Xeloda dosing

[Siti]

Hi Rob,

I am really sorry to hear about your bad scan. I think you’re possibly one of the most well informed patient here so I’m not sure if my input would be any good but just sharing based on experience.

The doctors in Netherlands do not recommend high dose of any supplements. They believe that sometimes it can interfere with chemo / could put too much burden on your liver. My husband decided to follow their advice however takes D3, Coriolus versicolor & Curcuma based on the labels’ dose.

My husband switched from Capecitabine to TS-1 due to bad HFS. His HSF was bad even after dose reduction so his oncologist switched to Teysuno (TS-1).

For his feet — he uses Flexitol cream for skin repair (it’s the best, I saw the improvement myself!) and haemorrhoids cream when it’s painful. For neuropathy, acupuncture helps but lasts only a few days so it needs to be done frequently. At the moment he goes once every 2-3 weeks.

So far everything seems to be working well and we hope it will stay that way.

Siti

[zephyr]

I'm late to this party but wanted to add some comments that may be useful. I was on Xeloda/Avastin and stable for almost 18 months with no breaks outside of those prescribed. I had a few hand/foot flares but they were short-lived and I possibly could have largely avoided them by being more careful about not walking barefoot so much and not taking hot, hot showers. Like you and others, I avoided foods supplemented with folic acid, which was challenging because the practice is so prevalent in North America. I personally didn't worry about naturally occurring folates. I did IV-C every week. All those things helped but I think the most helpful difference was my dosing schedule: 5 days on and 2 days off, 52 weeks a year, with no other breaks outside of the weekends. There was a post here a few years ago about how Xeloda becomes more toxic at about day 8 but without any added efficacy so I was happy for the 5/2 schedule that didn't take me out to Day 8. The bolus was also removed from my protocol. I'm not a doctor or anything medical so I can't give offer that expertise or more technical information, just offering my experience as something you may want to consider asking your oncologist to consider if you're having regular side effects and having to take breaks.

[Rock_Robster]

Thanks Zephyr, that’s really helpful. I just had another temporary dose reduction (down to 3000mg/d for one cycle) and an extra 2 days’ break, so I’ll ask my onc whether a 5/2 schedule might be more sustainable.9

[DCook54]

I have been on Xeloda for about 17 months with no evidence of disease following my last VATS. I take 1500 mg twice a day for 7 days on and then 7 days off.

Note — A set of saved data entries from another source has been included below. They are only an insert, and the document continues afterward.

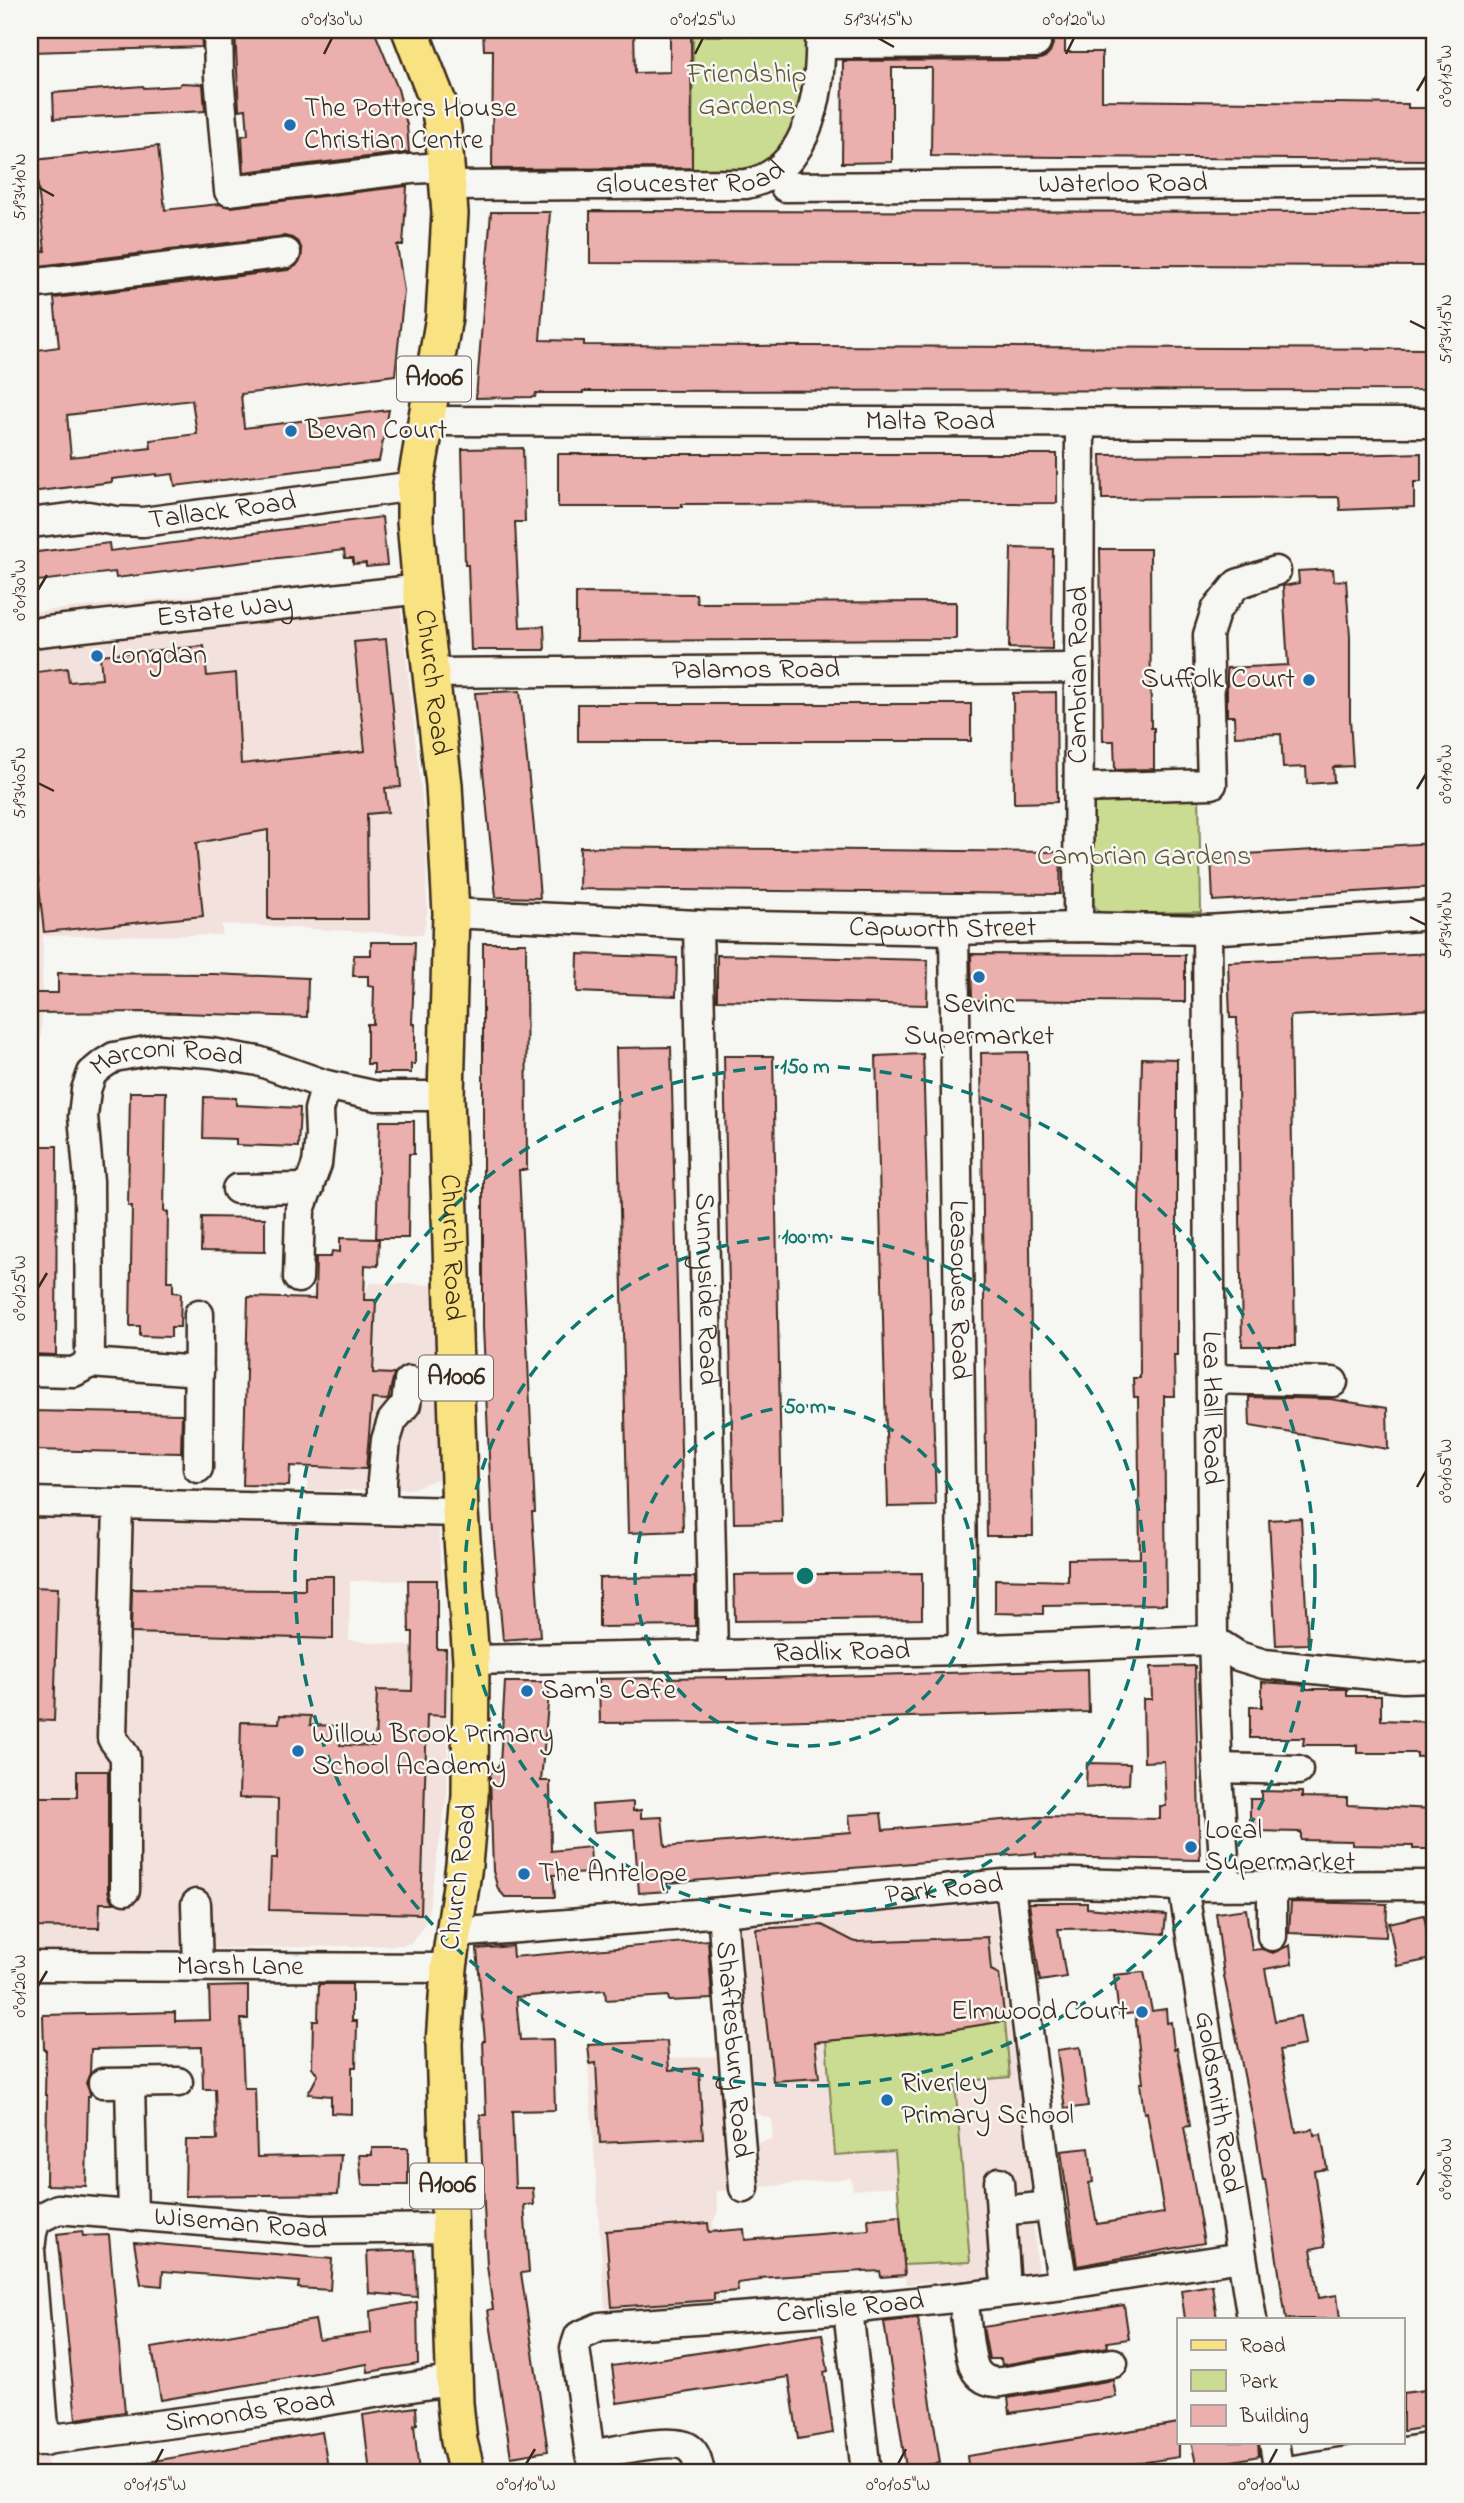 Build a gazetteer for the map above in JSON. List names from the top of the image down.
{
  "streets": {
    "main road": ["A1006", "Church Road"],
    "street": [
      "Gloucester Road",
      "Waterloo Road",
      "Malta Road",
      "Tallack Road",
      "Estate Way",
      "Palamos Road",
      "Cambrian Road",
      "Capworth Street",
      "Marconi Road",
      "Sunnyside Road",
      "Leasowes Road",
      "Lea Hall Road",
      "Radlix Road",
      "Park Road",
      "Marsh Lane",
      "Shaftesbury Road",
      "Goldsmith Road",
      "Wiseman Road",
      "Carlisle Road",
      "Simonds Road"
    ]
  },
  "crossings": [
    ["Gloucester Road", "Church Road"],
    ["Malta Road", "Cambrian Road"],
    ["Malta Road", "Church Road"],
    ["Tallack Road", "Church Road"],
    ["Estate Way", "Church Road"],
    ["Palamos Road", "Cambrian Road"],
    ["Palamos Road", "Church Road"],
    ["Cambrian Road", "Capworth Street"],
    ["Church Road", "Capworth Street"],
    ["Church Road", "Marconi Road"],
    ["Church Road", "Radlix Road"],
    ["Church Road", "Park Road"],
    ["Church Road", "Marsh Lane"],
    ["Church Road", "Wiseman Road"],
    ["Church Road", "Simonds Road"],
    ["Capworth Street", "Sunnyside Road"],
    ["Capworth Street", "Leasowes Road"],
    ["Capworth Street", "Lea Hall Road"],
    ["Sunnyside Road", "Radlix Road"],
    ["Leasowes Road", "Radlix Road"],
    ["Lea Hall Road", "Radlix Road"],
    ["Lea Hall Road", "Park Road"],
    ["Park Road", "Shaftesbury Road"],
    ["Park Road", "Goldsmith Road"],
    ["Goldsmith Road", "Carlisle Road"]
  ],
  "parks": ["Friendship Gardens", "Cambrian Gardens"],
  "places": [
    "The Potters House Christian Centre",
    "Bevan Court",
    "Longdan",
    "Suffolk Court",
    "Sevinc Supermarket",
    "Sam's Cafe",
    "Willow Brook Primary School Academy",
    "Local Supermarket",
    "The Antelope",
    "Elmwood Court",
    "Riverley Primary School"
  ],
  "legend": ["Road", "Park", "Building"],
  "coordinates": [
    "0°01'30\"W",
    "0°01'25\"W",
    "51°34'15\"N",
    "0°01'20\"W",
    "0°01'15\"W",
    "51°34'10\"N",
    "0°01'10\"W",
    "51°34'05\"N",
    "0°01'05\"W",
    "0°01'00\"W"
  ],
  "rings": ["150 m", "100 m", "50 m"]
}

I have had no issues with hfs. The main side effect I deal with is being so tired, especially with the chemo week tiredness continues into the off week. I have my next scans in February, and will continue on Xeloda as long as it is keeping me clear. My onc did give me the option of taking a break from it since there is NED but I am afraid to try bc I’ve already had wedge resections on my right lung once and my left lung twice, and I just believe I will have more Mets if I stop. I asked him about adding avastin, but he felt that it wasn’t needed because I am NED.

I agree about Flexitol for feet! I have extremely dry skin,and it really does work.